How, then, to break the psychological impasse? One way is to follow a strategy called intervention, which was pioneered in the early 1960s by Vernon Johnson, an Episcopal priest in a Minneapolis suburb. In intervention, family members, friends and co-workers directly confront the alcoholic to shatter his carefully nurtured self-delusions. Beforehand they meet with a specially trained counselor (the fee: $500 to $750) to rehearse. In the actual confrontation, the alcoholic is presented with a tough but sympathetic portrayal of the mess he is in and is urged to accept prearranged admission to a treatment center, often on the same day. Says Carol Remboldt, publications director at Johnson's institute in Minnesota: "Intervention allows a tiny aperture to be poked in the wall of an alcoholic."
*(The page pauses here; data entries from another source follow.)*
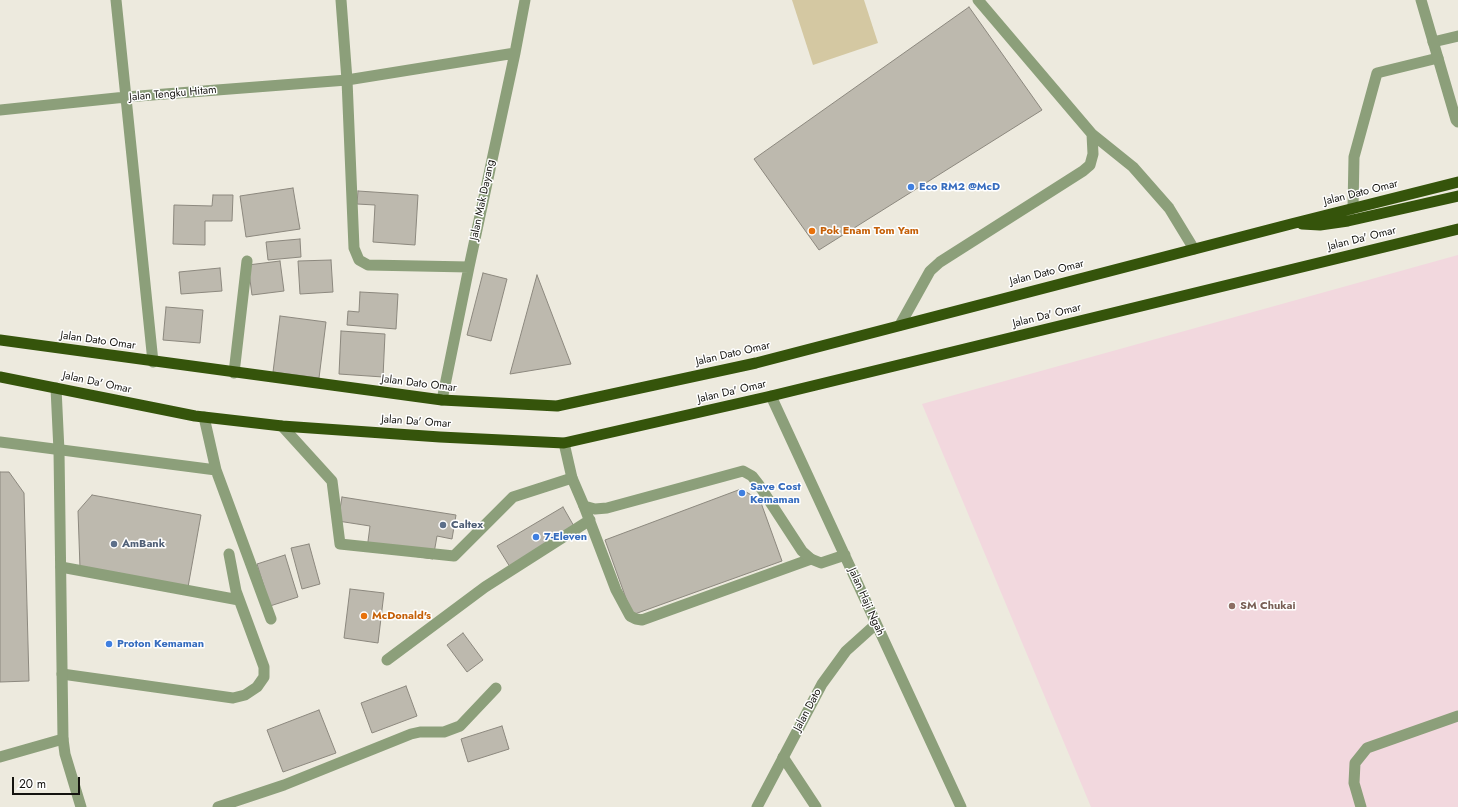 <!DOCTYPE html>
<html>
<head>
<meta charset="utf-8">
<style>
  body { margin:0 }
  #map { position:relative; width:1458px; height:807px; overflow:hidden; background:#edeade; font-family:Jost,sans-serif }
  canvas { display:block }
  .scale { position:absolute; left:12px; top:777px; width:68px; height:18px; box-sizing:border-box; border:2px solid #14130f; border-top:0; padding-left:5px; font-size:12px; line-height:14px; white-space:nowrap; color:#14130f; -webkit-text-stroke:3px #fff; paint-order:stroke }
</style>
</head>
<body>
<div id="map">
<canvas width="1458" height="807"></canvas>
<div class="scale">20 m</div>
</div>
<script>
const c = document.querySelector('canvas').getContext('2d');
c.lineJoin = 'round';
function paint(path, color) { c.fillStyle = color; c.fill(path, 'evenodd'); }
const poly = rows => new Path2D(rows.map(r => 'M' + r).join(''));
function strokePath(path, color, width, dash) { c.strokeStyle = color; c.lineWidth = width; c.lineCap = dash ? 'butt' : 'round'; c.setLineDash(dash || []); c.stroke(path); }
function label(font, color, halo, rows, align = 'center') {
  c.font = font + ' Jost,sans-serif'; c.lineWidth = 3; c.setLineDash([]); c.textBaseline = 'middle'; c.strokeStyle = halo; c.fillStyle = color; for (const [text, x, y, turn = 0] of rows) {
    c.save(); c.translate(x, y); c.rotate((+turn || 0) * Math.PI / 180); c.textAlign = isNaN(turn) ? turn : align; if (halo) c.strokeText(text, 0, 0); c.fillText(text, 0, 0); c.restore();
  }
}
paint(poly([
  [1458,255,1458,807,1091,807,922,404]
]), '#f2d8de');
paint(poly([
  [792,0,864,0,878,43,813,65]
]), '#d4c8a2');
const building = poly([
  [969,7,1042,110,819,250,754,159,969,7],
  [293,188,300,229,246,237,240,196,293,188],
  [358,191,418,195,415,245,373,242,375,205,357,204,358,191],
  [213,195,233,195,232,221,205,221,205,245,173,244,174,205,212,206,213,195],
  [300,239,301,257,268,260,266,242,300,239],
  [331,260,333,292,300,294,298,261,331,260],
  [280,261,284,291,252,295,248,265,280,261],
  [220,268,222,291,181,294,179,272,220,268],
  [483,273,507,279,491,341,467,335,483,273],
  [537,275,571,364,510,374,537,275],
  [360,292,398,294,396,329,347,325,348,311,359,312,360,292],
  [166,307,203,310,200,343,163,340,166,307],
  [280,316,326,322,319,378,273,372,280,316],
  [341,331,385,334,383,377,339,374,341,331],
  [0,472,9,472,24,493,29,681,0,682,0,472],
  [741,489,760,500,782,561,632,615,605,540,741,489],
  [92,495,201,515,188,587,80,568,78,511,92,495],
  [342,497,456,515,452,539,437,536,433,559,367,549,370,526,338,521,342,497],
  [563,507,575,528,510,567,497,546,563,507],
  [309,544,320,584,302,589,291,548,309,544],
  [285,555,298,597,270,606,257,564,285,555],
  [350,589,384,593,378,643,344,638,350,589],
  [463,633,483,660,467,672,447,645,463,633],
  [406,686,417,716,372,733,361,703,406,686],
  [319,710,336,753,283,772,267,730,319,710],
  [502,726,509,749,468,762,461,739,502,726]
]);
paint(building, '#bdb9ae');
strokePath(building, '#8c887e', 1);
strokePath(poly([
  [1433,42,1458,36],
  [1092,134,1133,167,1169,208,1194,249],
  [1353,208,1354,157,1377,73,1438,58],
  [900,325,930,271,940,262,1083,171,1090,165,1093,154,1092,134,978,0],
  [234,373,247,261],
  [204,417,216,470,271,619],
  [282,426,332,481,340,544,454,556,513,497,572,478],
  [0,442,216,470],
  [584,506,616,590,630,616,636,619,642,620,811,559],
  [61,567,239,600],
  [387,660,485,587,590,520],
  [62,674,233,698,245,695,257,687,264,677,264,667,236,591,229,554],
  [0,757,63,739],
  [783,757,816,807],
  [1361,807,1354,783,1355,763,1367,748,1458,716]
]), '#8c9f7a', 11);
strokePath(poly([
  [116,0,153,362],
  [341,0,347,80,354,248,359,260,368,265,469,267],
  [1421,0,1456,120,1458,122],
  [0,110,126,97,347,80,515,53],
  [56,388,59,451,63,739,65,754,81,807],
  [771,396,961,807],
  [442,400,469,267,515,53,525,0],
  [564,443,572,478,584,506,595,509,607,508,743,471,752,476,759,485,802,551,811,559,821,563,845,555],
  [218,807,284,785,411,734,420,732,444,732,460,726,496,688],
  [757,807,822,684,846,651,876,624]
]), '#8c9f7a', 11);
strokePath(poly([
  [1302,224,1320,225,1348,221,1458,196],
  [0,340,442,400,557,406,756,363,1291,224,1458,182],
  [0,377,195,416,282,426,440,437,564,443,771,396,1458,229]
]), '#35540b', 11);
for (const [x, y, r, color] of [
  [911,187,4,"#3f7fe0"],
  [812,231,4,"#e8710a"],
  [742,493,4,"#3f7fe0"],
  [443,525,4,"#5c6f8a"],
  [536,537,4,"#3f7fe0"],
  [114,544,4,"#5c6f8a"],
  [1232,606,4,"#8d6e63"],
  [364,616,4,"#e8710a"],
  [109,644,4,"#3f7fe0"]
]) { const dot = new Path2D(); dot.arc(x, y, r, 0, 2 * Math.PI); c.fillStyle = color; c.fill(dot); strokePath(dot, '#fff', 1.5); }
label('11px', '#14130f', '#fff', [
  ["Jalan Tengku Hitam",173,94,-5],
  ["Jalan Dato Omar",1361,193,-14],
  ["Jalan Mak Dayang",483,200,-78],
  ["Jalan Da' Omar",1362,239,-14],
  ["Jalan Dato Omar",1047,273,-14],
  ["Jalan Da' Omar",1047,316,-14],
  ["Jalan Dato Omar",98,341,8],
  ["Jalan Dato Omar",733,354,-13],
  ["Jalan Da' Omar",97,383,12],
  ["Jalan Dato Omar",419,384,7],
  ["Jalan Da' Omar",732,392,-13],
  ["Jalan Da' Omar",416,422,4],
  ["Jalan Haji Ngah",866,602,66],
  ["Jalan Dato",808,710,-62]
]);
label('bold 11px', '#366cbe', '#fff', [
  ["Eco RM2 @McD",919,187],
  ["Save Cost",750,487],
  ["Kemaman",750,500],
  ["7-Eleven",544,537],
  ["Proton Kemaman",117,644]
], 'left');
label('bold 11px', '#c56008', '#fff', [
  ["Pok Enam Tom Yam",820,231],
  ["McDonald's",372,616]
], 'left');
label('bold 11px', '#4e5e75', '#fff', [
  ["Caltex",451,525],
  ["AmBank",122,544]
], 'left');
label('bold 11px', '#785e54', '#fff', [
  ["SM Chukai",1240,606]
], 'left');
</script>
</body>
</html>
The process can be painful. A 31-year-old daughter read her alcoholic parents a letter in which she described how she had seen her mother change "from the best friend I ever had" to an unhappy and unreliable woman. "The good parts of your character," she said, "are being stolen away by alcohol. Don't let that bottle overtake your life." Indeed, children often provide the most persuasive statements. One alcoholic's resistance crumbled when his son said, "Daddy, when you read me the funnies on Sunday morning, you smell." Peggi, a former schoolteacher and recovered alcoholic, remembers the day seven years ago when she was faced down by her husband, sister and three sons. "It was awful," she recalls. "But it was crucial for me to see how my drinking affected their lives."